Sedgewick just watched. He toed the sand some more with his shoe, and turned the third rock over and over in his hand. He could see Allison sobbing again, see the muscles ripple through her body with each wave. Her cries became louder and louder, and Sedgewick bit his lip. When he stepped forward Allison raised her hands and clenched both fists, then erupted, smashing both hands into the sand and punching, punching as she screamed and her body racked with sobs.

He put his hands on her arms to steady her, to stop the violent outburst, but she kept going. Sedgewick closed his eyes, as tight as they would go and wrapped both arms around her, not tight and suffocating like a bear hug, but still strong and firm. She continued to punch with her fists, lashing out at anything and now that was Sedgewick. More than hugging her, he was containing her from exploding out of herself and leaving nothing but an empty, broken shell. She landed seven, eight, a dozen blows to Sedgewick's chest before she finally stopped. And they weren't weak, light punches either. They hurt. Allison did more than run in the mornings, she played soccer and worked out.

She finally collapsed into Sedgewick, burying her face in his chest, where she'd just pummeled and quite possibly bruised him. Her knees sank into the sand, and Sedgewick's did too as he pulled this girl close and held her in his arms on the edge of the Mississippi.

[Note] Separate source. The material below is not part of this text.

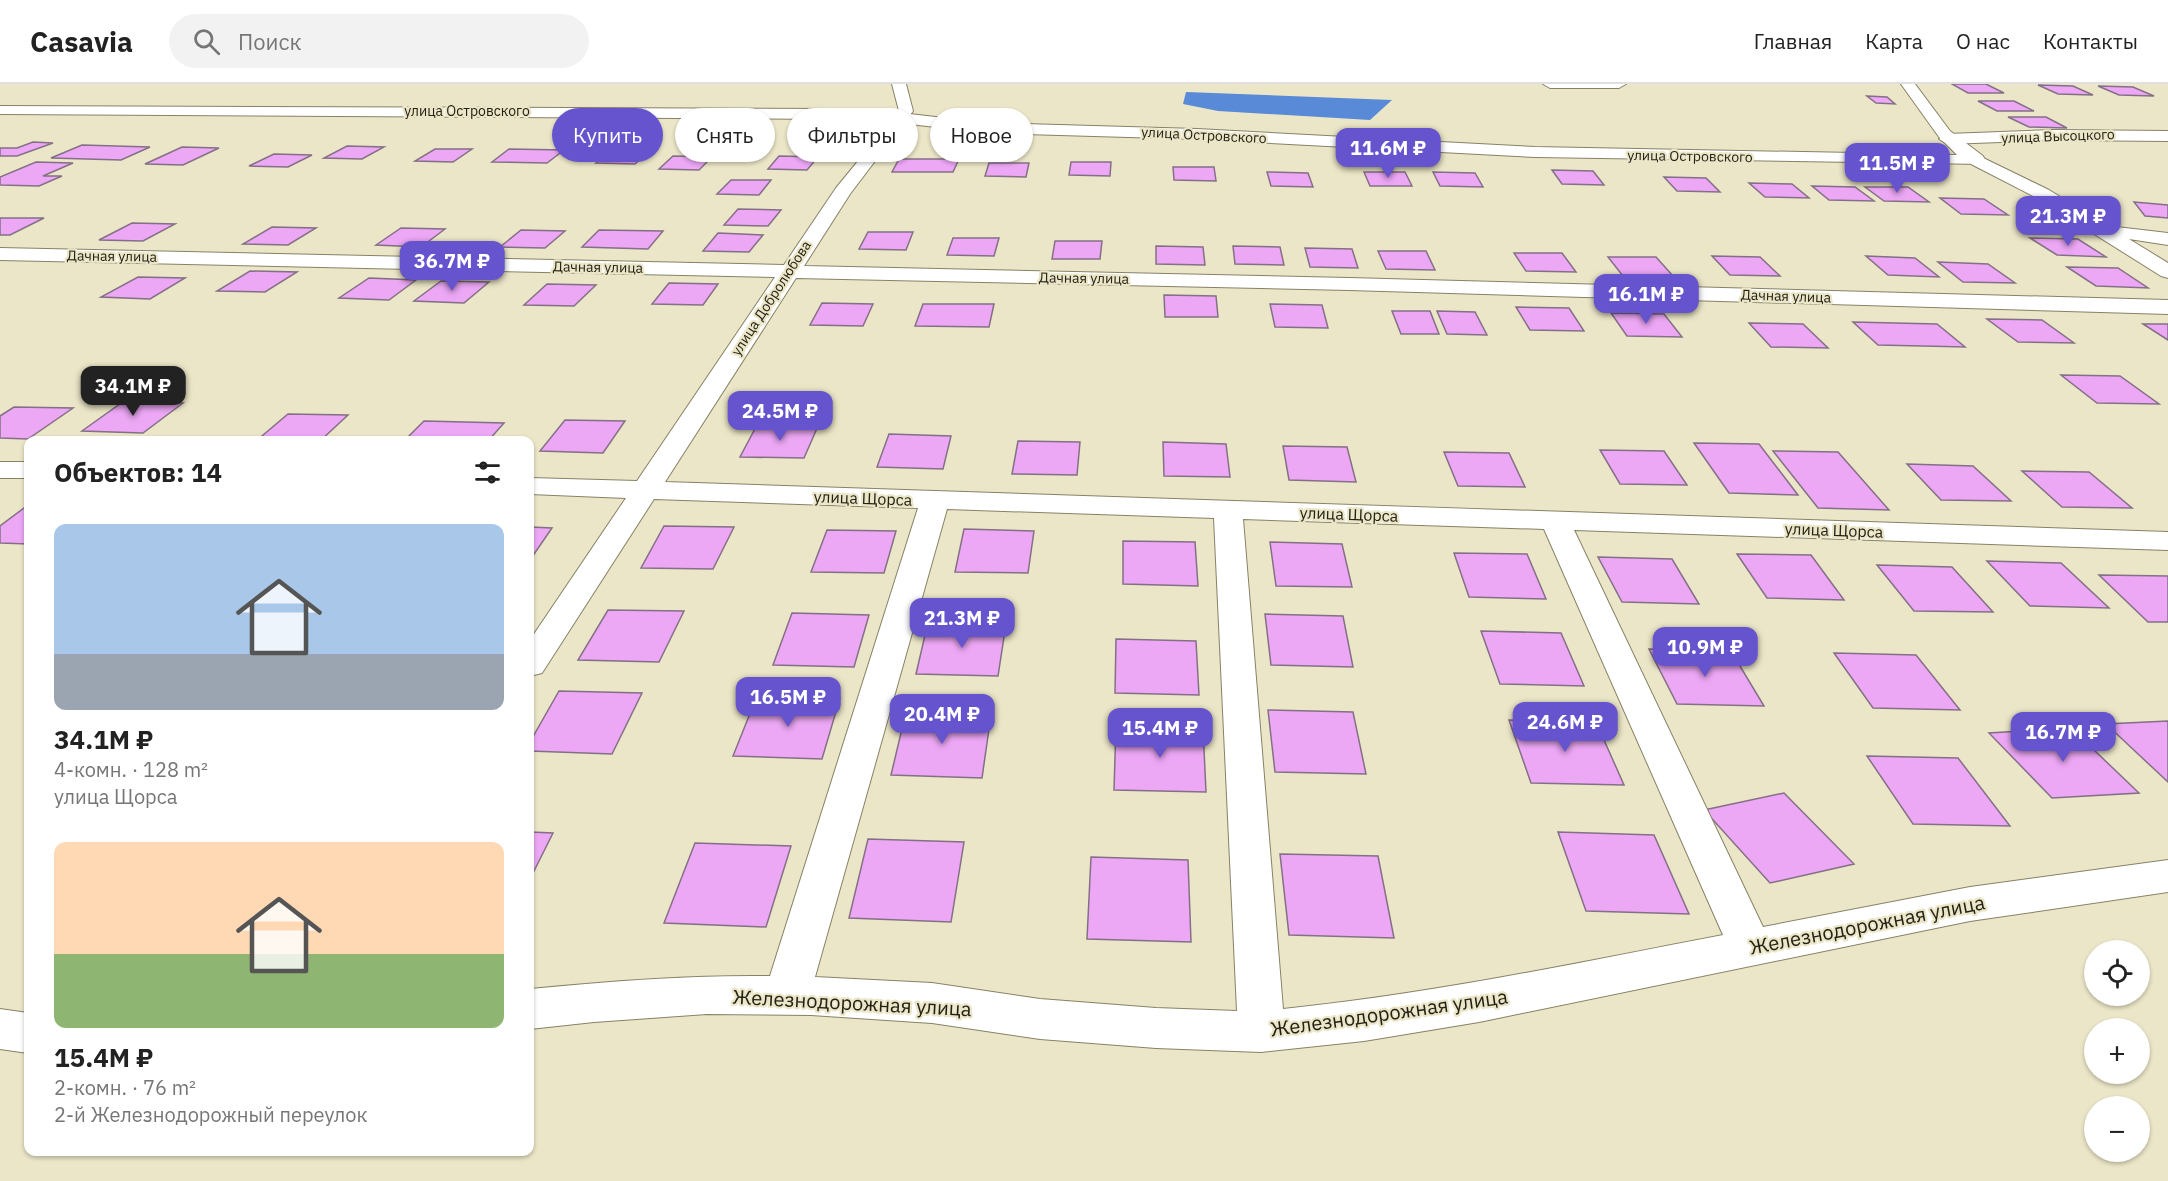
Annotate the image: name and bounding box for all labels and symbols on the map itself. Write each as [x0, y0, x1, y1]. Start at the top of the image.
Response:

"Did it help?" Sedgewick asked, his eyes lost in a daze, his grip on Allison not loosening. She didn't move either but nodded her head.

"How… how did you know?"

"I know."
"I just can't believe…" The sobs overcame her again.

"I know."

"I can't believe she's gone."

"Your mom?" Allison nodded.

"Was it… did your mom…?" The question never fully came out. She just stopped.

"No, she didn't die," he answered. "I don't think. But I did lose her."

"But, the rocks…"

"My grandfather…" Sedgewick started, feeling a tremor in the depths of his soul. His eyes grew heavy with the weight of it all, and he closed them.

"…my brother…" Sedgewick continued, "my dad."

Allison pulled herself away and looked into Sedgewick's face. His eyes were still closed against the world. He was biting his lip. She reached out her hand, bits of sand still clinging to it and touched his cheek. He turned his face into her hand and slowly opened his eyes.

The tiniest of smiles broke out on Allison's face and she began to cry again, this time for her mother and Sedgewick's mother and grandfather and brother and father, and it just as well have been the entire world. She smiled only because she couldn't understand how one lone person could endure so much loss and still not be lost himself.

Tears were still coming from her eyes, but now they flowed from Sedgewick's as well, a single tear at first, but then another and another and another. They dropped from his face, some falling to hers, others falling to the sandy beach.

Together their tears fell, tributaries to the mighty Mississippi, winding through the heart of a nation before finally emptying into the salty ocean hundreds of miles away.

It was just this morning he'd even learned her name. Allison.

Sedgewick's mother was named Allison.